The 3D scene was way harder than I expected. First version was a monolith inside a halo, floating. Looked cool, meant nothing. I had to bolt on semantic labels (Ring = scope boundary, Slab = signed oath, Fracture = slash event), state-driven copy that changes as the oath progresses, and real layout discipline so text wasn't overlapping the 3D. It reads as an oath now. I'm still not sure it's the right centerpiece.

Accomplishments that we're proud of

14/14 Anchor tests pass, three runs in a row, no flakes. Every violation case I could think of is covered: wrong recipient, wrong action type, per-tx overflow, cumulative overflow, post-expiry, post-revocation, bad oracle proof.

The slash is real. Open Solana Explorer, paste the slash tx from the demo, and you'll see the lamports actually move from the vault to the user. Not a simulation.

npm run demo:smoke runs all three scenes end-to-end against devnet in about ten seconds. I ran it enough times that I noticed the agent was slowly draining SOL per slash, so the script auto-rebalances now. Stupid little fix, took me a while to think of it.

The aesthetic landed on monochrome with almost no color. I tried three versions (one cinematic, one gallery-style, one editorial), and the plainest one was the best one. I didn't see that coming.

Solo build. Program, backend, agent runtime, frontend, 3D, deploy pipeline. Roughly 24 hours, not counting the parts I slept through.

What we learned

Correctness-by-construction hits different than runtime validation. When OathStatus is an enum and every cap is a checked-math operation, a lot of bug classes just can't happen. The compiler refuses. I'd read about this forever, but actually writing the program was the first time it clicked.

For a protocol like this, on-chain state really can replace a database. The mirror I built early wasn't wrong. It just wasn't necessary, and it made the product feel more complicated than it is.

Generative models need retry contracts, not hope. Gemini will hand you truncated JSON occasionally. You either plan for it or your live demo dies in front of everyone.

Slashing is a weirdly underrated primitive. Validators slash each other. Fiduciaries get fined. AI agents need the same thing but cryptographic, and the Solana runtime gives you that in roughly 200 lines of Rust.

Restraint is a brand. I kept adding visual flourishes and kept deleting them, and the thing got better every time I deleted something.

What's next for Oath

Mainnet, with USDC and SPL token support inside record_action. Obvious.

Real x402 payment integration instead of the mock.
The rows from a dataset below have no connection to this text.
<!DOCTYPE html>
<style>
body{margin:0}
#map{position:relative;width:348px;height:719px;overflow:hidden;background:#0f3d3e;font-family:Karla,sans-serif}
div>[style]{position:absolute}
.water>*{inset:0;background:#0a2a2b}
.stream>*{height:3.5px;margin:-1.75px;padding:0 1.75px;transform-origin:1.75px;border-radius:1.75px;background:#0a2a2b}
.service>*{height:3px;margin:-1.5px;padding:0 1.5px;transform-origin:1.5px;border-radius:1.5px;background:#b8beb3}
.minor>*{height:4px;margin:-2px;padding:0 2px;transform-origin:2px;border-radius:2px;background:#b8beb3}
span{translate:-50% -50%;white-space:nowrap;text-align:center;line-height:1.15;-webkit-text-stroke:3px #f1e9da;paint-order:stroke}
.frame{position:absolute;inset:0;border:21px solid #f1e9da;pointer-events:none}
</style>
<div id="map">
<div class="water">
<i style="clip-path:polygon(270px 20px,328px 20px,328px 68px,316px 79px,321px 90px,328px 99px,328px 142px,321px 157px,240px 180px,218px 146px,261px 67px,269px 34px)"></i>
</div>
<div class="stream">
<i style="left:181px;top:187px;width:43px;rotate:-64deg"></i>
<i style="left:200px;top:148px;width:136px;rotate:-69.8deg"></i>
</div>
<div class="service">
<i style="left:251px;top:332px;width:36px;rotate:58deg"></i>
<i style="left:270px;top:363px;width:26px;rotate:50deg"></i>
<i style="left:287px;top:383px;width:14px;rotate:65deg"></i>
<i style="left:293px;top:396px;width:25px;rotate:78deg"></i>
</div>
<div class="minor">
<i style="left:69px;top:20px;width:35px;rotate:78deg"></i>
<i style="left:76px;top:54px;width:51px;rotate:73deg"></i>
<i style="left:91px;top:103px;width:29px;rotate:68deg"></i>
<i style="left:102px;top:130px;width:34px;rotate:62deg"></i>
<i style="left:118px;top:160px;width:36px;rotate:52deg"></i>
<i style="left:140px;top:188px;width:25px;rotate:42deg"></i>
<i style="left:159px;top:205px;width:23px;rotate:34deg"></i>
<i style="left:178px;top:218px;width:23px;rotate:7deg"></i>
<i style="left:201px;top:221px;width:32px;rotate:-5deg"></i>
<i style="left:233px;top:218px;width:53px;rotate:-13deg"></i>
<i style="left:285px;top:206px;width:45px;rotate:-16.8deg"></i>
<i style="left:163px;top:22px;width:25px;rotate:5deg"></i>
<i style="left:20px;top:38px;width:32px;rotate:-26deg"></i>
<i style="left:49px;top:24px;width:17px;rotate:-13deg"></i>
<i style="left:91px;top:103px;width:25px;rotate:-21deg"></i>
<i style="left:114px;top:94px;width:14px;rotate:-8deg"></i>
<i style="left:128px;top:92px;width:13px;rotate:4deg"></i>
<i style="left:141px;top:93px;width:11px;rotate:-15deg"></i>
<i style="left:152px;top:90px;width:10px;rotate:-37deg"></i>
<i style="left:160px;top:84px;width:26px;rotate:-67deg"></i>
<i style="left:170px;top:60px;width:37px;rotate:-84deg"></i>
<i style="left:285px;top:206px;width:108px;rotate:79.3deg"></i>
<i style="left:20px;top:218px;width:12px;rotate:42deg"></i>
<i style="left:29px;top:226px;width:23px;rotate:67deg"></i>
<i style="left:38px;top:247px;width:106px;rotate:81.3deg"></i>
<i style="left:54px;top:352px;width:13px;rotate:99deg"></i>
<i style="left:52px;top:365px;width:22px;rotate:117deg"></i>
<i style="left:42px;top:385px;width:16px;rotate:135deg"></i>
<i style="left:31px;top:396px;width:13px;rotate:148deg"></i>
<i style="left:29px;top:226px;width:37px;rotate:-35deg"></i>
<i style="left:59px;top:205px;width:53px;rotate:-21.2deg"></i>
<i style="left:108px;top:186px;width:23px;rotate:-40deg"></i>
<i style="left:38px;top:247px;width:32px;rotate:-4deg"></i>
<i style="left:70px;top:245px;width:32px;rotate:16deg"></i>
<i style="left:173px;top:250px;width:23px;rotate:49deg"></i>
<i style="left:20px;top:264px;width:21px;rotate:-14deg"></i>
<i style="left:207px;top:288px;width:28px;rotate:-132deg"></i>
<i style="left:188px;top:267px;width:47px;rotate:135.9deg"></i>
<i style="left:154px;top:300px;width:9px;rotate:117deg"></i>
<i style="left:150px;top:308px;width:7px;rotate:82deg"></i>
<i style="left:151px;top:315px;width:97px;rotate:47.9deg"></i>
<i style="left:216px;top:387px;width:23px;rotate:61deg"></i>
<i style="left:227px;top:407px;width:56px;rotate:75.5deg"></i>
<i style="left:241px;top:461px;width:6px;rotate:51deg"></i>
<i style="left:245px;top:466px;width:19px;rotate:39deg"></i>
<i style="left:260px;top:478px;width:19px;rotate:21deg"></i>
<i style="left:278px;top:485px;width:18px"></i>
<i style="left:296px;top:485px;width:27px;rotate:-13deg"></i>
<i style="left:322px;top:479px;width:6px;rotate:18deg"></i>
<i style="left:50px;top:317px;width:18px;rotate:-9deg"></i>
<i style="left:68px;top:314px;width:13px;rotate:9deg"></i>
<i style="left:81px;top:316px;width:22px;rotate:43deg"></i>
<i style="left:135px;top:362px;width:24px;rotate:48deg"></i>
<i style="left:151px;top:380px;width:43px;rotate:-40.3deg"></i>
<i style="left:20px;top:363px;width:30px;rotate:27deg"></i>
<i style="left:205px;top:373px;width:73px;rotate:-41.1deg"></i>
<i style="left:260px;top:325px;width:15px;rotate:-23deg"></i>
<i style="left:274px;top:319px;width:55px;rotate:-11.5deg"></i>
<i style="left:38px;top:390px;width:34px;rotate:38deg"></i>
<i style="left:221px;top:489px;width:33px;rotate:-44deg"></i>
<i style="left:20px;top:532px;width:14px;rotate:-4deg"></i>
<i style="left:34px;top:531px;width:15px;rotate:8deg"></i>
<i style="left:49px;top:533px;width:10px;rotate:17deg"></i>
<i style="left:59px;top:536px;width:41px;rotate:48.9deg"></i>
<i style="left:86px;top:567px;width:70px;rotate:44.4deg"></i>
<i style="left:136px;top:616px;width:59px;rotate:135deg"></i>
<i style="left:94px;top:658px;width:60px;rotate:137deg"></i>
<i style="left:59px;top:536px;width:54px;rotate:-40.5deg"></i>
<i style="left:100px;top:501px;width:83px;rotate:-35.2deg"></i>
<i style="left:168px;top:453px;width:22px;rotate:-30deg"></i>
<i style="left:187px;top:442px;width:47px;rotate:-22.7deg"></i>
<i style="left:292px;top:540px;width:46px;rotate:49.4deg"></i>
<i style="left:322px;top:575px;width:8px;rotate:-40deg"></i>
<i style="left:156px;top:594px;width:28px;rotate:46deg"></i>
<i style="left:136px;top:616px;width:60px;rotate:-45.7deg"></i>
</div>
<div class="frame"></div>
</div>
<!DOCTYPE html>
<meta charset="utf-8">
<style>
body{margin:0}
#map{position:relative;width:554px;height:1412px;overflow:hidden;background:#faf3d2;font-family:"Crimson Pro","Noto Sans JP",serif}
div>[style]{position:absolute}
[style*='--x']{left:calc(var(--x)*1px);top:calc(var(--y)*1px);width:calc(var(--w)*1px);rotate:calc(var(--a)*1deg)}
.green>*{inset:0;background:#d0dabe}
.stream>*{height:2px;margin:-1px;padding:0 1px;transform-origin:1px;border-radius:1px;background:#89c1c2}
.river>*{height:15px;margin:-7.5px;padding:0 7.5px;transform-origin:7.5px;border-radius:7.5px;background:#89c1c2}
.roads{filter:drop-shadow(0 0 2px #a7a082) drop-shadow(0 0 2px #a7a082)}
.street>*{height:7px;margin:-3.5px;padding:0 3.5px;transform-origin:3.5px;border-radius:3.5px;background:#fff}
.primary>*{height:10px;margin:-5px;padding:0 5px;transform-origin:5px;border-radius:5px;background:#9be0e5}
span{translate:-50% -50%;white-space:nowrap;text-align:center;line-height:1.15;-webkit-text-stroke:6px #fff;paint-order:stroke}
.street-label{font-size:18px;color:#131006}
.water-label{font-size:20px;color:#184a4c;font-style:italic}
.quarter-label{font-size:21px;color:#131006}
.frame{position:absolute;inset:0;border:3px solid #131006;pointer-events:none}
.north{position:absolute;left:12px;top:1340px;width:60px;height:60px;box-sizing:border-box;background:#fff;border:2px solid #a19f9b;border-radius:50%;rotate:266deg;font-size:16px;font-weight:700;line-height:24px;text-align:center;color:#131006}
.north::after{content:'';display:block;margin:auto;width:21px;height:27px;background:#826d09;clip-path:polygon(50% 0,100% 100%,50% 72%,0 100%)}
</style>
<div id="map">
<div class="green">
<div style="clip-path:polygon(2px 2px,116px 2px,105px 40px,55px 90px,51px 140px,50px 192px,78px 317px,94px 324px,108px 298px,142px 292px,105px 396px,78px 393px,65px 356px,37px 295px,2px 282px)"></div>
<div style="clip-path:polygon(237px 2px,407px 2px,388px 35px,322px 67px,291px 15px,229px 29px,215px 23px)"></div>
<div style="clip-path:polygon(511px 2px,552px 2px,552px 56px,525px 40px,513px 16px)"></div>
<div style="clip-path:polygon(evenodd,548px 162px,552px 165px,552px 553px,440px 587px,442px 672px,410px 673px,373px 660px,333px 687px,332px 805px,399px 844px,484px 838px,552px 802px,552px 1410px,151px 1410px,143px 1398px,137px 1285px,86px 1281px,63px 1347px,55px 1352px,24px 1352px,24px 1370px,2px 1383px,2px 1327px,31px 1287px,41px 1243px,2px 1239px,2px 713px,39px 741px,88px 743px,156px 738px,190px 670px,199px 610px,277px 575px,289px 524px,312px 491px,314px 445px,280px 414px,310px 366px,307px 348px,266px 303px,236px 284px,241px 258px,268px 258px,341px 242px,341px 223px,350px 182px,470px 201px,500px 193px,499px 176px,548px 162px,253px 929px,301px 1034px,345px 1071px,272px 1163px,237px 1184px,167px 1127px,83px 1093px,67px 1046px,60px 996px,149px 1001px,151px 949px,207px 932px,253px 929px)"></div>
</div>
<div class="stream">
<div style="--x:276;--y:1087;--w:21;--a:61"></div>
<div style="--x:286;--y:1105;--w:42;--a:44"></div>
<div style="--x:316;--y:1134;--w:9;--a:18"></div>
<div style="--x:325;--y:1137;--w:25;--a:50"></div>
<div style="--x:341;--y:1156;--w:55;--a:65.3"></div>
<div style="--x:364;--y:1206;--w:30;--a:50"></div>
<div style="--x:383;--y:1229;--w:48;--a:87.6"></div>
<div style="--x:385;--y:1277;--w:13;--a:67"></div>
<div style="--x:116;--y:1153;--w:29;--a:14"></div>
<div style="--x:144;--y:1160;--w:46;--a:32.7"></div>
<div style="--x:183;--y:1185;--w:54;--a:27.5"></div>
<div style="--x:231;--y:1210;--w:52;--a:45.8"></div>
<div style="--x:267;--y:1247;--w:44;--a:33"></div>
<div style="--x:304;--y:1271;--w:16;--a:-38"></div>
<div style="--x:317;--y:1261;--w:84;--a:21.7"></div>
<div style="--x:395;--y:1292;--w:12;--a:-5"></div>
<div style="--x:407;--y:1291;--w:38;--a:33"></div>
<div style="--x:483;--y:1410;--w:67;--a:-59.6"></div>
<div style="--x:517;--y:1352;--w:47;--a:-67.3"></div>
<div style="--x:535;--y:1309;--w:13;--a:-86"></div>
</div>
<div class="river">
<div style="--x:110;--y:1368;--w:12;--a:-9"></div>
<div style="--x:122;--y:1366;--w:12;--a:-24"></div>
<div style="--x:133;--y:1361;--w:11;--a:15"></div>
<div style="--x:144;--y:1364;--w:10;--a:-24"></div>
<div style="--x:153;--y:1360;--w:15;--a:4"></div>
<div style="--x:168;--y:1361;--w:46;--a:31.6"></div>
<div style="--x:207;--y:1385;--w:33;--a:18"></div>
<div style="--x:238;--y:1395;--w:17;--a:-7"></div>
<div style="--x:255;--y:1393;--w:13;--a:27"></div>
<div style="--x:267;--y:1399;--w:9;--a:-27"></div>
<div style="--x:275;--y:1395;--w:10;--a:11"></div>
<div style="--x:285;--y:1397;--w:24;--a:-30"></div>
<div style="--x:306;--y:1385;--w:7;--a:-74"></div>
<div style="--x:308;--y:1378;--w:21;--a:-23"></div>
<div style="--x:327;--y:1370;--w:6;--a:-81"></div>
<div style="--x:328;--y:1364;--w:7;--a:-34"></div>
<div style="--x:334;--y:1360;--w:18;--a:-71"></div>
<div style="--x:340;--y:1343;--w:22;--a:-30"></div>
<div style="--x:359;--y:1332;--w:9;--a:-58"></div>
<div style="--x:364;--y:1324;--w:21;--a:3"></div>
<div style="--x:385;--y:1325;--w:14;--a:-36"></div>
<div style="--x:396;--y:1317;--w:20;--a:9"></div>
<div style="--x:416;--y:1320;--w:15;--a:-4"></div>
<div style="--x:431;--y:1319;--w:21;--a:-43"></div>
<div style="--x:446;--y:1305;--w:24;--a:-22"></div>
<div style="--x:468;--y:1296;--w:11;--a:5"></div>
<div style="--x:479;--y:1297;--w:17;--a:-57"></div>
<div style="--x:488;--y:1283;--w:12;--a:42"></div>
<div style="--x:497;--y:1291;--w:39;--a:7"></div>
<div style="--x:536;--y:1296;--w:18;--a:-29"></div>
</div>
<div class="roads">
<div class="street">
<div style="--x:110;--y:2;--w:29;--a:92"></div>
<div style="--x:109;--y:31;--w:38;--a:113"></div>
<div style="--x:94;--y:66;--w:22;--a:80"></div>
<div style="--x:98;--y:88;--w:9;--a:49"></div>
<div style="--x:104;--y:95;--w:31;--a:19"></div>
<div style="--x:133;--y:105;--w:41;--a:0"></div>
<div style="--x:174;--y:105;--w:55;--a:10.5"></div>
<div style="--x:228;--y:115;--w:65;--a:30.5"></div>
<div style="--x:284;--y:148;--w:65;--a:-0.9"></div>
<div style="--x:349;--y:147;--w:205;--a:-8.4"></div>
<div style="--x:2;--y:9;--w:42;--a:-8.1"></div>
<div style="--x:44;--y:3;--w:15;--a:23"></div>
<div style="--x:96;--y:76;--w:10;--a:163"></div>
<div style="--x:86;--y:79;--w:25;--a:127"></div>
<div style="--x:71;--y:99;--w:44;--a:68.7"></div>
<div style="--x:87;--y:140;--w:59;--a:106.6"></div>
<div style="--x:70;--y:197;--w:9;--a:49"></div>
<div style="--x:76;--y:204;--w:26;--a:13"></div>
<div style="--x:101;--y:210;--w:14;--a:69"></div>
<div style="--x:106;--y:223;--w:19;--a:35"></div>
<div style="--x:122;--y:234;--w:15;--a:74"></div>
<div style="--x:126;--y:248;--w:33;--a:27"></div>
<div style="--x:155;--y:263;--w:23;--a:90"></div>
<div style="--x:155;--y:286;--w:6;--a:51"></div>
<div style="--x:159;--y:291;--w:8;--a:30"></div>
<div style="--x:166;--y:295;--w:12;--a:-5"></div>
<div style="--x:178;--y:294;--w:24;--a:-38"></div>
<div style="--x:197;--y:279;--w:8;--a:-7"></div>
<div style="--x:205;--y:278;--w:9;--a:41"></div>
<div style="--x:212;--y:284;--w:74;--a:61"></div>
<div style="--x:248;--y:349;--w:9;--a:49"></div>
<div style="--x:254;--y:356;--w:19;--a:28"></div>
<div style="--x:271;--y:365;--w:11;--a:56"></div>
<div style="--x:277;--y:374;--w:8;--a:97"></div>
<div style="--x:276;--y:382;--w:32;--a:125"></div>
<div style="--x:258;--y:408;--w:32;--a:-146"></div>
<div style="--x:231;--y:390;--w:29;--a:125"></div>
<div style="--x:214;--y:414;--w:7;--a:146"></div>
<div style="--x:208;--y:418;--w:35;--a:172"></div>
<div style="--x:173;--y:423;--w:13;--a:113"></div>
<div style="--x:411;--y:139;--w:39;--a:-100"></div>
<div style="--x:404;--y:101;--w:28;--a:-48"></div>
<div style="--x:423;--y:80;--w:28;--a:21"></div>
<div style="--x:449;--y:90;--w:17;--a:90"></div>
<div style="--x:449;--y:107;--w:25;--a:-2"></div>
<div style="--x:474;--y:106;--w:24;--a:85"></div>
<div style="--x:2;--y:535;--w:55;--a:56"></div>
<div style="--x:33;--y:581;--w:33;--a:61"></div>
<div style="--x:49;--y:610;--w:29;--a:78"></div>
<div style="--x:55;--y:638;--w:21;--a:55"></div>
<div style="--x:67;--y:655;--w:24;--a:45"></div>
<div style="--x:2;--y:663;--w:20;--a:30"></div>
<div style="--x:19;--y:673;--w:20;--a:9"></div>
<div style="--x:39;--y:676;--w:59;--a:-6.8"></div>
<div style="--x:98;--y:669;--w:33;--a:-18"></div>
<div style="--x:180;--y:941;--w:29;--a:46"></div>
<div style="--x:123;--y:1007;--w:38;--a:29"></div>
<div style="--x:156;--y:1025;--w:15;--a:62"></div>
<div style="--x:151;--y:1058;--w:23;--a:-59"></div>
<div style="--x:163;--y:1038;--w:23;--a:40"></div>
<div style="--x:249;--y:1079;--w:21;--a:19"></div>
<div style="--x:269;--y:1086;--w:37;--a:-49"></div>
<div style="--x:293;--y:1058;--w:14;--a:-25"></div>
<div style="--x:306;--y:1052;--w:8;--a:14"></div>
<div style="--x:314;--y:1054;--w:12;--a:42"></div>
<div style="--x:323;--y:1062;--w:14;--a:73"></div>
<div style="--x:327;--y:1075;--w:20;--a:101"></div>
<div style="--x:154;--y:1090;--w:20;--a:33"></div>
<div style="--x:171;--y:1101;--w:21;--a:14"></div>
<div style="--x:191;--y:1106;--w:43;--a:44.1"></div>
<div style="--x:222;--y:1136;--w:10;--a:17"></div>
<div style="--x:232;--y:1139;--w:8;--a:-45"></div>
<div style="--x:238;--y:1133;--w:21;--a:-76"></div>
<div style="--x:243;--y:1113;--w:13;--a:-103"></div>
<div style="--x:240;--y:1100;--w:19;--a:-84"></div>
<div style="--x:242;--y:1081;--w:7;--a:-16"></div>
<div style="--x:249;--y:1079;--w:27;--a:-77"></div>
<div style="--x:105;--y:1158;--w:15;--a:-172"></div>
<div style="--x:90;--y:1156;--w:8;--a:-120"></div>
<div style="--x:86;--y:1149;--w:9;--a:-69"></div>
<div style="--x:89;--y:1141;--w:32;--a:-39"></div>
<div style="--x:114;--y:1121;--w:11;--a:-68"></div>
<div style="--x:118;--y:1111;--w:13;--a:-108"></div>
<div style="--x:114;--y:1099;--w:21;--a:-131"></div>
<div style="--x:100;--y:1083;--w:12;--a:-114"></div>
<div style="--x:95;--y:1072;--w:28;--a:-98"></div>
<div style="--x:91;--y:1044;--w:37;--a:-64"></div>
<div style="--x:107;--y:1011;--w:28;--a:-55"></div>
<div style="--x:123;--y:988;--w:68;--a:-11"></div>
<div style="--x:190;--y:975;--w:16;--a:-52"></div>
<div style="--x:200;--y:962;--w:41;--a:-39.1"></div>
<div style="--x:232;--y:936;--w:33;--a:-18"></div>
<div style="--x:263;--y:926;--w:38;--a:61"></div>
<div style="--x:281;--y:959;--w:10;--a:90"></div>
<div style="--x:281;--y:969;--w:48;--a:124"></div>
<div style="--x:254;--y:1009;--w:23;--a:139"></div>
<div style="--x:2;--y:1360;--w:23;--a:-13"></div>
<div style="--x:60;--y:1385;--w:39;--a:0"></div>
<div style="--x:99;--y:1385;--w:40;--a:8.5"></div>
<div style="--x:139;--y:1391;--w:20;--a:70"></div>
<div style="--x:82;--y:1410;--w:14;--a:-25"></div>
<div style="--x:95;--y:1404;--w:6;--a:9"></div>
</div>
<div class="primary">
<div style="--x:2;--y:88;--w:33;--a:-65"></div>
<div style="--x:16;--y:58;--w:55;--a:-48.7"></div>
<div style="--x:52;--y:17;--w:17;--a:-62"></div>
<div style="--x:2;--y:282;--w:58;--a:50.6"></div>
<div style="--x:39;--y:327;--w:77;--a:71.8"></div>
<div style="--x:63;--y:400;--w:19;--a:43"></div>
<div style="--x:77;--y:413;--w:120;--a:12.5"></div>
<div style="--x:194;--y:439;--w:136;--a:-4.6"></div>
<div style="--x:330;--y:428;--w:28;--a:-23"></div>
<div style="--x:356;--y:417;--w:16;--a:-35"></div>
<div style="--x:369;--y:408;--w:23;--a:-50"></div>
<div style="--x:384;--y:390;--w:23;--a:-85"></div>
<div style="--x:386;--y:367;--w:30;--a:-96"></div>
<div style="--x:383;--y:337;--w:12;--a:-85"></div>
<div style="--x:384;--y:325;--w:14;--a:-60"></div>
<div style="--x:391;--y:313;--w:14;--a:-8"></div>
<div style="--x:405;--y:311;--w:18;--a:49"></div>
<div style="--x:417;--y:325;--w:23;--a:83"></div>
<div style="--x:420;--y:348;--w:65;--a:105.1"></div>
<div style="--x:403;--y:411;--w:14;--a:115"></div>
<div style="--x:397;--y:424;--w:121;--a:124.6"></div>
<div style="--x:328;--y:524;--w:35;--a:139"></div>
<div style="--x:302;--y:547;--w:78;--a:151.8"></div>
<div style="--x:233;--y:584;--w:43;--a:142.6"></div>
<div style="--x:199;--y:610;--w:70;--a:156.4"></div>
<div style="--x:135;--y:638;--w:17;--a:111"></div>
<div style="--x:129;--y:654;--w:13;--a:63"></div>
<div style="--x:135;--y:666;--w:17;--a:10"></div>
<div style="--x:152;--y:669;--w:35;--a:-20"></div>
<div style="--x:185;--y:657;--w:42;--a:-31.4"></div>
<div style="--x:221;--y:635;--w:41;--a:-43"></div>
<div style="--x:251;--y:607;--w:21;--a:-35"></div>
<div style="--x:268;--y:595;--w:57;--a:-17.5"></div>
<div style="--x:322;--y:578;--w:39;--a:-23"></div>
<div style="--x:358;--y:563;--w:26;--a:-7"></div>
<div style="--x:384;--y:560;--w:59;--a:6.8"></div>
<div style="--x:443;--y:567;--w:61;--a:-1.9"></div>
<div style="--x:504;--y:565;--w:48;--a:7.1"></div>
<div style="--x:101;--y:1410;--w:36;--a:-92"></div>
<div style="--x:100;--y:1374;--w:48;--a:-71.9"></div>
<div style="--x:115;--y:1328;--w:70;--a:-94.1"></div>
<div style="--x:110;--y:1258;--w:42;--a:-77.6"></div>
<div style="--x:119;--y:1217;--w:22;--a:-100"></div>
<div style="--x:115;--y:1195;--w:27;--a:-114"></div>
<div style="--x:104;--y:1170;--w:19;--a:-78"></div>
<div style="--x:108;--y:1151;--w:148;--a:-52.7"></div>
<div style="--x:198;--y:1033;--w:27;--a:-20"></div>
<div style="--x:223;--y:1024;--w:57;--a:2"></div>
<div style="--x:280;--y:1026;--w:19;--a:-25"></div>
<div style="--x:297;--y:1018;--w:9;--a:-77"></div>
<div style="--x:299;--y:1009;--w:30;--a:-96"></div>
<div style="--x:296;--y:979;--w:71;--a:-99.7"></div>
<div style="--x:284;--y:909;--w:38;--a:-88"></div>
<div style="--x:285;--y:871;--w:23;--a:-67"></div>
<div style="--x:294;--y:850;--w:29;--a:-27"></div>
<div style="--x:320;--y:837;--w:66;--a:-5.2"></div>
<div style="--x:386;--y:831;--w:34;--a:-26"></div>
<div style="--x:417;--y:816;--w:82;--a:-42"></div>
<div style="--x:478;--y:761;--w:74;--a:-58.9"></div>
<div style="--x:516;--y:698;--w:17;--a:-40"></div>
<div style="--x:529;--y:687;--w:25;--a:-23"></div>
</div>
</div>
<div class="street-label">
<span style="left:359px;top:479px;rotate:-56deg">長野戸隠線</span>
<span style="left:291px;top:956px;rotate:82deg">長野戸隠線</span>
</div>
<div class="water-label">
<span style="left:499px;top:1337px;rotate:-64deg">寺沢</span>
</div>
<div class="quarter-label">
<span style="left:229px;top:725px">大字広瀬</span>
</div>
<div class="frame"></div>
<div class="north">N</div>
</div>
Every paid API call an agent makes should flow through the oath.

Live dashboard updates via program logs WebSocket, so the UI reflects on-chain state the moment record_action lands.

Agent identity that isn't just a raw pubkey. A registry with reputation, operator attestations, slash history. Closer to a credit score for AI agents.

Composable oaths. Oath A can whitelist oath B as a recipient. Delegation chains, all enforced by the same primitive. I think this is the idea I'm most excited about.

Economic stuff I haven't figured out yet: what's the right stake-to-cap ratio? How should reputation decay? Is there a market for insurance on slashed stake? Mostly open questions.

And the unsexy infra: Backpack, Solflare, Phantom deep links on mobile, a real oracle network instead of the one-key setup I have right now.